In April 2019, Romanoff said this to WINK News during a school board meeting, “I want to know what they are doing right now because we’ve done benches, we’ve done fundraisers, we’ve raised money. ”
Cape Coral Police say Romanoff used that same donation money for vacations, bills, game systems and shopping trips.
So when Morton heard about this, she called the third founder, Lacey Williams and headed to the bank to see for herself.
“I rang Lacey up, I said don’t tell Randi, but I am going to the bank to find out for myself,” Morton said.
Lacey Williams joined Jade and they were shocked by what they found. “Completely devastated. I mean. we were both in tears….I’m gonna cry now,” Williams said. “This is all because a little girl died and this is not how it was supposed to be.
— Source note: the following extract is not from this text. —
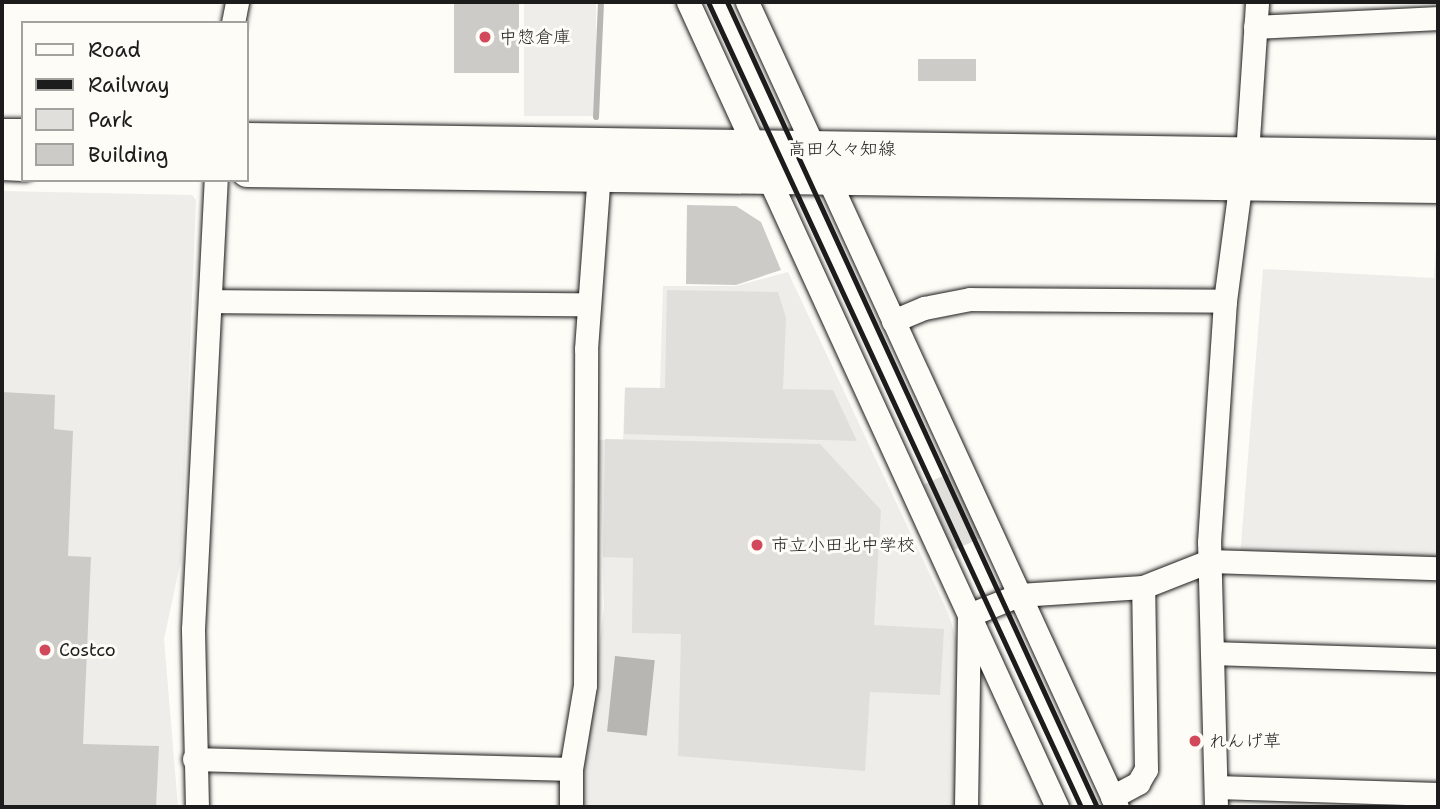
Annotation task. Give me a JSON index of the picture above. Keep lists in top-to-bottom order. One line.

It was supposed to be something good for her. ”
“I’m truly sorry that this is how it ended up,” she said. “My heart is broken too.”
As for improving bus stop safety for kids, that dream is currently on hold.
Many families hoped their donations would go towards benches and better lighting. Anything in an effort to make bus stops safer.
Layla Aiken’s cousin said the investigation into Romanoff is opening up old wounds for her and her family.
“I mean school went back, the bus stops are out there with the benches, I still cry when I see the benches.”
Many, including Founder Jade Morton, don’t want to get involved with charities any longer after what Romanoff did.
“The sad thing about it I’ll never do anything for charity ever again,” Morton said. “It’s too close to home and you just really can’t trust anyone.”
Mental Health Counselor Laura Streyffler says that feeling is common and Morton isn’t alone.
“The feeling of betrayal, they trusted that this organization was what they said they were. The money is going to where it was going to go, and they feel like they’ve been played,” Streyffler said.
But she advises you not to let Romanoff’s actions deter you from giving. Instead, do your homework on organizations before donating.
“People need to do their due diligence,” said Streyffler. “And before you give to a charity, you need to really find out what it is, where the money is going, and how it’s going to get there.”